04-11-2018 11:10 PM
04-12-2018 01:33 PM
04-13-2018 02:09 AM
Can you please explain below line ? Is it a storage that we can save data in it ? I though this is a component.
"there are sites that manages hugs amount of data in SPDS successfully."
It is a SAS component that deals primarily with storage:
Scalable Performance Data Server
It is usually set up with its own pool of physically separate disks to enhance parallel I/O. In times of heavily virtualized SAN storage, it has lost much of its usefulness, at least IMO.
04-14-2018 10:07 AM
Comparing GRID environment vs. SPDS, is like comparing Apples & Oranges! You'll be much better off with both working together :-)
- GRID environment (Be It SAS or Hadoop) typically provides
- A shared, centrally managed analytic computing environment
- High availability
- Workload management to optimally process multiple applications and workloads to maximize overall throughput.
- Flexibility to incrementally grow the computing infrastructure as the number of users and the size of data increase over time
- The ability to do rolling maintenance and upgrades without any disruption to the user community
- Scalable Performance Data Server (SPD Server)
- A client/server, multi-user data server designed to optimize storage and to speed the processing of large SAS data sets.
- Parallelizes many of the SAS I/O functions such as WHERE processing and INDEX creation over multiple data partitions
- Extends parallel capabilities to include GROUP BY processing and SQL passthru.
- Requires an SMP machine and is designed to use all resources available on the machine to achieve maximum scalability.

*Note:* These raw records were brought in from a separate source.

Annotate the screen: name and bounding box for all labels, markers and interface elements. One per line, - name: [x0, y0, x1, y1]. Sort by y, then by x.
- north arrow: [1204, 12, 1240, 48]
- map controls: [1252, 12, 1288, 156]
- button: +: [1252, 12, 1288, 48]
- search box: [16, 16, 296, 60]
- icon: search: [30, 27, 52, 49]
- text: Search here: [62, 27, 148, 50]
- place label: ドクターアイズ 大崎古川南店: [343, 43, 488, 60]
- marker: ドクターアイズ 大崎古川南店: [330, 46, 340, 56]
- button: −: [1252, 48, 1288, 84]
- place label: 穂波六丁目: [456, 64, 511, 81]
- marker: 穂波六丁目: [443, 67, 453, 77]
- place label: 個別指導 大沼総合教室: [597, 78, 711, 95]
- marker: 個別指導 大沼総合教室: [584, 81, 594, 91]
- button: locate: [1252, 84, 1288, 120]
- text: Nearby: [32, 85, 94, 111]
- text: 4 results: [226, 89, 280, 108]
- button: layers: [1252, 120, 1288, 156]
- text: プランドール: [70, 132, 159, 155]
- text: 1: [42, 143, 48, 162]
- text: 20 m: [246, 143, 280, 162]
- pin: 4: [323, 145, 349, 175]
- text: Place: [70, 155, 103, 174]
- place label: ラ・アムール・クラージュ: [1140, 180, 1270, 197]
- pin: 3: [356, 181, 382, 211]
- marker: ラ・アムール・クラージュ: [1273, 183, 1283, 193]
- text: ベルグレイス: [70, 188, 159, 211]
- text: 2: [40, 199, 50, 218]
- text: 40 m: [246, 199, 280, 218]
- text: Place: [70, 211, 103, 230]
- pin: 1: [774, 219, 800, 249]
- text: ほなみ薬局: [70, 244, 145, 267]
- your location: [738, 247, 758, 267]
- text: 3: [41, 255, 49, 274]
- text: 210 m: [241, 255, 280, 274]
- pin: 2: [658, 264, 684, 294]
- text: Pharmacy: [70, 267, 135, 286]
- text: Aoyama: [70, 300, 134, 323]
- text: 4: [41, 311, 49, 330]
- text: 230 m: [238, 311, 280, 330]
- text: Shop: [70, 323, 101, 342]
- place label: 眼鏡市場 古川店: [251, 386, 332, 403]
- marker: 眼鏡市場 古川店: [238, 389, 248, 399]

- The maximum benefit with SPD Server is gained when it is run on a machine with:
multiple I/O channels
large amount of data to be partitioned
- Provides a high performance data store of very large SAS data sets. Therefore, it is particularly suited as part of a data warehousing solution where the SAS system is being used to construct, manage and analyze enterprise-wide datamarts.
So to conclude:
Grid --> More Compute, Memory and local storage resources
SPDS --> Better way to handle and process LARGE SAS Tables stored on file systems
Hope this clarifies your understanding and perceptions of these two technologies and how they could complement each other rather than replace.
04-16-2018 04:32 PM
04-16-2018 09:31 PM
I look at SAS Data sets sizes their file size (GB), rather than record count (Ks, Ms).
I would consider Big Data Set is any thing larger than 7GB, some cases, larger than 5GB. it's all depends on your storage and Network throughput.
If you have very wide data set with long textual columns, it does not need millions of records to accumulate to 5+ GB in storage, if you see what I mean.
04-15-2018 05:04 AM - edited 04-15-2018 05:07 AM
I subscribe to the comment provided by @AhmedAl_Attar. SPDS is a mature product, but not legacy at all, but actually very recommended on many environments.
One of my customers, actually, is using SPDE tables for managing big loads of data, on a GRID environment. However, this model is already very small, and it has been recently advised by a SAS top-notch employee, to move to SPDS. I think @AhmedAl_Attar explains quite well the reasoning behind.
So, your question is about differences between HA (High Availability) and Performance. That is why they are 2 different stories, hard to compare to each other.